#### WHAT YOU WILL DO
All lines with the word "roads" are to be found and copied from the listing.

#### PROVIDED RECORDS
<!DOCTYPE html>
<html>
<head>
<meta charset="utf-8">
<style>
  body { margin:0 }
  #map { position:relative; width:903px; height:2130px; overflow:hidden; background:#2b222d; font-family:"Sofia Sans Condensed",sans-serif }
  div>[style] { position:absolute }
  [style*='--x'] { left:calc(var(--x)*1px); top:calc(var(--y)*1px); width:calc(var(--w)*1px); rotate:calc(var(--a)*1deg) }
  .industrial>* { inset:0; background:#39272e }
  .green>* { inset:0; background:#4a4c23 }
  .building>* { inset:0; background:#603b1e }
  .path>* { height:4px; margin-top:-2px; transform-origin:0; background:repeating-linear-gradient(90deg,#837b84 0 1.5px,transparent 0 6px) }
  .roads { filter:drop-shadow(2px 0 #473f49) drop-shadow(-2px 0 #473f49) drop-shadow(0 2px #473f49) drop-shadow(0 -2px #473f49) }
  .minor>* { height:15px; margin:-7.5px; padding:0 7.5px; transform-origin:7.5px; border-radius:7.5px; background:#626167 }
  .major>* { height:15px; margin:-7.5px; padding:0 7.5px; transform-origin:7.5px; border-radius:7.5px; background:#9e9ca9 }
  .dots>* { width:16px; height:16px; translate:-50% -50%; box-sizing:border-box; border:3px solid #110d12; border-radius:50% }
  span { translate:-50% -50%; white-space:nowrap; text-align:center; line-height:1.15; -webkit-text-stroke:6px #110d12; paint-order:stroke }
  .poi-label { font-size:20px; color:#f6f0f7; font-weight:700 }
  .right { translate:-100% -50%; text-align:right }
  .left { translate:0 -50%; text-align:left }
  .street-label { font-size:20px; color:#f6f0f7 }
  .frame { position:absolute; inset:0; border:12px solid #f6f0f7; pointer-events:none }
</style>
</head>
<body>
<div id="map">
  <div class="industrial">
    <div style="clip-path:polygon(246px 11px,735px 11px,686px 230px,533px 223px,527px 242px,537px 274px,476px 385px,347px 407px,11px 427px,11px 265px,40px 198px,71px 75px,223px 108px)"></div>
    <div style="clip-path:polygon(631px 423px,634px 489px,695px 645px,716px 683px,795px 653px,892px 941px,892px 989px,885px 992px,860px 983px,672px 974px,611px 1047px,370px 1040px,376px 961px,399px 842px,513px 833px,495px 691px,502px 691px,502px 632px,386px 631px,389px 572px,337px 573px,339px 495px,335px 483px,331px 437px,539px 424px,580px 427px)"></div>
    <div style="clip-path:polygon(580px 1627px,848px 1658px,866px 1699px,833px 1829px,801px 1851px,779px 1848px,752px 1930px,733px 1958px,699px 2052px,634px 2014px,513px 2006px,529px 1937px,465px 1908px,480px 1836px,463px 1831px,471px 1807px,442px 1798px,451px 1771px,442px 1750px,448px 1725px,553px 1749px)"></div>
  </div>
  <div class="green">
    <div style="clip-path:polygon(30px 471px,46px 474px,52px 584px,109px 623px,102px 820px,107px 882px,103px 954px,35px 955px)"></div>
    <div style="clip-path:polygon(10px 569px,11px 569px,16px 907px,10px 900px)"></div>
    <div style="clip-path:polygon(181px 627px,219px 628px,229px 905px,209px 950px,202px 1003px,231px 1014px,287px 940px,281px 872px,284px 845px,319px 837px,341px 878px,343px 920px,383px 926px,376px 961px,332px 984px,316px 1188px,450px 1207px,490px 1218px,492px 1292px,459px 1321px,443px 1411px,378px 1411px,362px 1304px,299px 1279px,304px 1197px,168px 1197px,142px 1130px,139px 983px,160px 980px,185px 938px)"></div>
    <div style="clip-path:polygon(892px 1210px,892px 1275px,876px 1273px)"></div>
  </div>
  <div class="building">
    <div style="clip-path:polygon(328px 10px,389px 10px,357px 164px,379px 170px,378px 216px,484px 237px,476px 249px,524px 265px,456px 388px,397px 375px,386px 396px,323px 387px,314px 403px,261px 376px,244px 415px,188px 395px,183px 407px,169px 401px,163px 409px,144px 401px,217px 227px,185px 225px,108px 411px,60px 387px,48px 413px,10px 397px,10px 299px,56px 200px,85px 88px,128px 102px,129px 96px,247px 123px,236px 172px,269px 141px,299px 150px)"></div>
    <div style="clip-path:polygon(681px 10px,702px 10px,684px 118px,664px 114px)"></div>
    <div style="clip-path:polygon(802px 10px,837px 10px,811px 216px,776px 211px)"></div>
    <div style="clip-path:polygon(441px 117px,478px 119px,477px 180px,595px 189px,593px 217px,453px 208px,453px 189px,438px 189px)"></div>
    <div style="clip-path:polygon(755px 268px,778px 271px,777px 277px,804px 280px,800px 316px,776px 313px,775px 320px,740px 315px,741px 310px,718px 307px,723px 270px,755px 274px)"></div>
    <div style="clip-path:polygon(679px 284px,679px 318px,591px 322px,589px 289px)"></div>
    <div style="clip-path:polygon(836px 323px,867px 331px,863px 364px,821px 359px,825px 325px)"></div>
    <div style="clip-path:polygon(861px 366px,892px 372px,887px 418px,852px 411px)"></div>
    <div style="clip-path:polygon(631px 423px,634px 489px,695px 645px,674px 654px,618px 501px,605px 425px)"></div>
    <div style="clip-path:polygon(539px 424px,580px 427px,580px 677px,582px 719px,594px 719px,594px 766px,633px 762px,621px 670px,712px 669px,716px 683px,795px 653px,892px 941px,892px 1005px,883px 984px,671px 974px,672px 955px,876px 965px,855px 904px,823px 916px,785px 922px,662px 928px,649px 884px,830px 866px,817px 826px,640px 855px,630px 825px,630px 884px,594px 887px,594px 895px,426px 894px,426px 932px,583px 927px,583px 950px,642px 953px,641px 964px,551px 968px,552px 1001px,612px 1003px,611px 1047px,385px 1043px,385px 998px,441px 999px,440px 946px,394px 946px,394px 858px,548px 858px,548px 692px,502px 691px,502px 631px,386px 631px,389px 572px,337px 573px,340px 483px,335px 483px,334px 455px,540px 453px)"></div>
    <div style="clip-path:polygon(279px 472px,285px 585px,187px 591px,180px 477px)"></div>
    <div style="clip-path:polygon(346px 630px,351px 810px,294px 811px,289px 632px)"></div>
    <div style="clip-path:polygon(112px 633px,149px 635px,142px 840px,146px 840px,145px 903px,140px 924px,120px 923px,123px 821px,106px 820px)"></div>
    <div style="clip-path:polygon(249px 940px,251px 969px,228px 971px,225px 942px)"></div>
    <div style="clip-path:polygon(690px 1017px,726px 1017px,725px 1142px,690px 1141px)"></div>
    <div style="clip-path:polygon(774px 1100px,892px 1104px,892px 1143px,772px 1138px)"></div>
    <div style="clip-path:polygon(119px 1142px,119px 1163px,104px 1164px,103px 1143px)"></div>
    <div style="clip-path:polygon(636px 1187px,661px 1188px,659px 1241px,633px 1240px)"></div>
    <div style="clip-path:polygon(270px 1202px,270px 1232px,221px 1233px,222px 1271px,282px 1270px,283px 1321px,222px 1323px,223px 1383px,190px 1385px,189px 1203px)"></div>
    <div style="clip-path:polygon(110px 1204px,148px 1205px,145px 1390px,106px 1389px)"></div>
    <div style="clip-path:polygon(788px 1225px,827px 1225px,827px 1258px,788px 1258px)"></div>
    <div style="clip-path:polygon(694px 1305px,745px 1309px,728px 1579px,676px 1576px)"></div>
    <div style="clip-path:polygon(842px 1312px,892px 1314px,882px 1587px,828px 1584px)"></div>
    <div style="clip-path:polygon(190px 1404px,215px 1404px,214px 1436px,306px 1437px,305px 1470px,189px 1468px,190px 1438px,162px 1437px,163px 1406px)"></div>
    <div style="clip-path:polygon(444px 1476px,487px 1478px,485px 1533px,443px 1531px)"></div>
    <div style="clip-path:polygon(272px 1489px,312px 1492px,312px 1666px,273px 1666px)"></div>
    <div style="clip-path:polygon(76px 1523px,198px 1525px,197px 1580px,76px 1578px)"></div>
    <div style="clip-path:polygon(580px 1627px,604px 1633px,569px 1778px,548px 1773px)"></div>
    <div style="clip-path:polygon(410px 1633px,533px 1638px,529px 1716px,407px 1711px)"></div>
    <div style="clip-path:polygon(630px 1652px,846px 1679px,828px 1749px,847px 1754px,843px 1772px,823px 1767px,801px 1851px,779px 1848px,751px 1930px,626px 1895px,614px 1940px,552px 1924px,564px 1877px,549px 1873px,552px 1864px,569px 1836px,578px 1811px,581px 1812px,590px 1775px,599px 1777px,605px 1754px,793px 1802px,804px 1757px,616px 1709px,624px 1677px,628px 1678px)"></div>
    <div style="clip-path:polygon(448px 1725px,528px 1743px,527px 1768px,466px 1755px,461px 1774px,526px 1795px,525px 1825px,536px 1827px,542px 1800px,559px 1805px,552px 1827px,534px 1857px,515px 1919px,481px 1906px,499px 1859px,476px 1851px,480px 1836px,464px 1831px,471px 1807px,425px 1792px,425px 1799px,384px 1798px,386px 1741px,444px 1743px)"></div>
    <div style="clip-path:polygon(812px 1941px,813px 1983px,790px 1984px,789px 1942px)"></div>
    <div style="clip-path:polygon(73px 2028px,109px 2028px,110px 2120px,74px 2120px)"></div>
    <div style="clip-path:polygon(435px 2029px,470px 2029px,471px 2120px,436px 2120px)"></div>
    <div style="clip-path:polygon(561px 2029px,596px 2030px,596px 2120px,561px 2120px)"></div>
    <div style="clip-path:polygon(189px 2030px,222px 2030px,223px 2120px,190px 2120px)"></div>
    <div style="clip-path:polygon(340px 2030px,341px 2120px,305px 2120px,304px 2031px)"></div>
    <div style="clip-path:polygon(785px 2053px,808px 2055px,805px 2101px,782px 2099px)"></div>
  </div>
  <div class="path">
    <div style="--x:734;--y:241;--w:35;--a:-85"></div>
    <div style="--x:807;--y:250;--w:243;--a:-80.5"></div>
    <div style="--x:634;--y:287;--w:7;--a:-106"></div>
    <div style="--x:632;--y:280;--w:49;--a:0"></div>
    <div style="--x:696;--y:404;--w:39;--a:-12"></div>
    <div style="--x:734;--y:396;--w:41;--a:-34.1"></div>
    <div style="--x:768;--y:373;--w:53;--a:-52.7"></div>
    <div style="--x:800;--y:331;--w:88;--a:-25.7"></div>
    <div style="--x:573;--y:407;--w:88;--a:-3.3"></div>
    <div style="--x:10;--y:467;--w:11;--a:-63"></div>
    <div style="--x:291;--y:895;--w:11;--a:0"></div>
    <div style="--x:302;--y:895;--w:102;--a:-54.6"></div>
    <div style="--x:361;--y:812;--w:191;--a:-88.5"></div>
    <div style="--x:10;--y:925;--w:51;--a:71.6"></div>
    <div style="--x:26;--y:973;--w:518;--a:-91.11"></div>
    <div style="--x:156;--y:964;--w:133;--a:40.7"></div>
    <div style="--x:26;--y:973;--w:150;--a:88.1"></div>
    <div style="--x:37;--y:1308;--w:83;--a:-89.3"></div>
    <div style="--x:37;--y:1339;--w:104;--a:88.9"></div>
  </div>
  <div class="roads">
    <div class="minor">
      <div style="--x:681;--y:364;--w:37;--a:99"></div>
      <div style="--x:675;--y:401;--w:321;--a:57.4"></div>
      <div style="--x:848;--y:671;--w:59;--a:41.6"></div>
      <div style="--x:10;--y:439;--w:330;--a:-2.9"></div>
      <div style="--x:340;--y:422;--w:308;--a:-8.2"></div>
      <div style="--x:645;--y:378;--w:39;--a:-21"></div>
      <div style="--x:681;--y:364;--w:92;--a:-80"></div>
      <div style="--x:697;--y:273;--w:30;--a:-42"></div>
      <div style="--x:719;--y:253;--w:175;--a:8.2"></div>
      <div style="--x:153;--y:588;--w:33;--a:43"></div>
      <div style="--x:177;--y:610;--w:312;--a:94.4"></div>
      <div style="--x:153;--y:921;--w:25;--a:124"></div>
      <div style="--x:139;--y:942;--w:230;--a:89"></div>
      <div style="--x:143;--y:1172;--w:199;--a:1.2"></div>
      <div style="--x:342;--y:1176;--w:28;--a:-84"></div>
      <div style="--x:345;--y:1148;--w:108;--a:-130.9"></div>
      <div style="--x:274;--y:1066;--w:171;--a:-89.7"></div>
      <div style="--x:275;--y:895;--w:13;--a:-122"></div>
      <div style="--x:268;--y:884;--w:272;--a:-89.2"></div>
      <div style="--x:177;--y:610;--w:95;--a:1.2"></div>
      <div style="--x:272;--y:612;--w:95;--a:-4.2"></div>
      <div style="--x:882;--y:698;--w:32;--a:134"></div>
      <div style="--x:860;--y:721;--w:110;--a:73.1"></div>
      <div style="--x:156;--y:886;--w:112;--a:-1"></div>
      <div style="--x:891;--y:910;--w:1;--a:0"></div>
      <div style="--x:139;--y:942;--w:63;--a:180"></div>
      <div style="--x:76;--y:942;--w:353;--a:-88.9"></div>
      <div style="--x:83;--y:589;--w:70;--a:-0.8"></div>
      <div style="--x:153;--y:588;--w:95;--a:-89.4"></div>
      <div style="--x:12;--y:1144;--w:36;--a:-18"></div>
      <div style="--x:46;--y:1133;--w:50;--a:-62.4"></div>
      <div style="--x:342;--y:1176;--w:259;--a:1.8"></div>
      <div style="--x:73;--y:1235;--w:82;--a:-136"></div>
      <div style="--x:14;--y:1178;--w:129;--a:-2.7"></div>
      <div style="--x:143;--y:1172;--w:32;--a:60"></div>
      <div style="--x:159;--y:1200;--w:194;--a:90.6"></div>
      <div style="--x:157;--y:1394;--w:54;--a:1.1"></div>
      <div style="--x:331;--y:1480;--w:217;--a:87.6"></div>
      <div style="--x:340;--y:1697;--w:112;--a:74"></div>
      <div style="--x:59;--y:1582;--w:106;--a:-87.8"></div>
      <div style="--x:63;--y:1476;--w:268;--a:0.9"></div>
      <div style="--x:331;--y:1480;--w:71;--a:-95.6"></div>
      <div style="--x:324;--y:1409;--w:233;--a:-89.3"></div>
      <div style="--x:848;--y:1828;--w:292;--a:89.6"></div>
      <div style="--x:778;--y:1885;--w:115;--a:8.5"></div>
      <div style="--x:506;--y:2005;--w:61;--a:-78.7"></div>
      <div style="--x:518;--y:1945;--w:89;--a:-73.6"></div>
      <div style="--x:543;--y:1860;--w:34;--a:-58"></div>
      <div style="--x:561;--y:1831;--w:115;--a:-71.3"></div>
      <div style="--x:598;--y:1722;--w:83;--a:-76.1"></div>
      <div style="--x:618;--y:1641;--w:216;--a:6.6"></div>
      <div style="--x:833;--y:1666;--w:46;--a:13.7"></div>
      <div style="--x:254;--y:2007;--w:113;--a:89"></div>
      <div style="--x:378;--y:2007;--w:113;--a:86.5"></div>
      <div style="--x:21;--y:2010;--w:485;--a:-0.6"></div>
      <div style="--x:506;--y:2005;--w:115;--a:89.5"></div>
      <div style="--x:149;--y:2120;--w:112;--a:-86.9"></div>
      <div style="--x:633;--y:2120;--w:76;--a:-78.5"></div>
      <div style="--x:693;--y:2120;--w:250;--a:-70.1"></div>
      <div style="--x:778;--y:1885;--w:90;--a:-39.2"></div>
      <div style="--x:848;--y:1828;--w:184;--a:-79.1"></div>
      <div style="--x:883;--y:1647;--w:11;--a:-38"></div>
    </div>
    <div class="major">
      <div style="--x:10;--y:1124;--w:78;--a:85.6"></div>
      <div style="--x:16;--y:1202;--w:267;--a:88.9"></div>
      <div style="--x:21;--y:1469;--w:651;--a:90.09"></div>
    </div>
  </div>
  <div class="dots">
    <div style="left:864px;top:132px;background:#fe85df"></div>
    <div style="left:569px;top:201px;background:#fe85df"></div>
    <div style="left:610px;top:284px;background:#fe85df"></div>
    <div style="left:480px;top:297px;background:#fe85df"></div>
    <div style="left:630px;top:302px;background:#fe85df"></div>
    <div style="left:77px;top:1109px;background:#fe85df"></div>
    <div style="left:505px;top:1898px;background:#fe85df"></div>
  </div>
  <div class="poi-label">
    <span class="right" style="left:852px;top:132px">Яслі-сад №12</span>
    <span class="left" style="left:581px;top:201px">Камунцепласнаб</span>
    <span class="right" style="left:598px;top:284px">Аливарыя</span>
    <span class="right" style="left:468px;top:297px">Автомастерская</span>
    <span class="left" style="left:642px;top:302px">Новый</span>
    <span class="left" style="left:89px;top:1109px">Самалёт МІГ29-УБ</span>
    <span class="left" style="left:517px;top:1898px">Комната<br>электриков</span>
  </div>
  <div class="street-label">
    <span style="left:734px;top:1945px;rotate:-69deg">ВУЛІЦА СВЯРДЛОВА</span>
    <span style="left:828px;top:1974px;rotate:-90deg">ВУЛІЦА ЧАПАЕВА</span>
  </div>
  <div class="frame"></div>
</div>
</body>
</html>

#### EXERCISE RESPONSE
  .roads { filter:drop-shadow(2px 0 #473f49) drop-shadow(-2px 0 #473f49) drop-shadow(0 2px #473f49) drop-shadow(0 -2px #473f49) }
  <div class="roads">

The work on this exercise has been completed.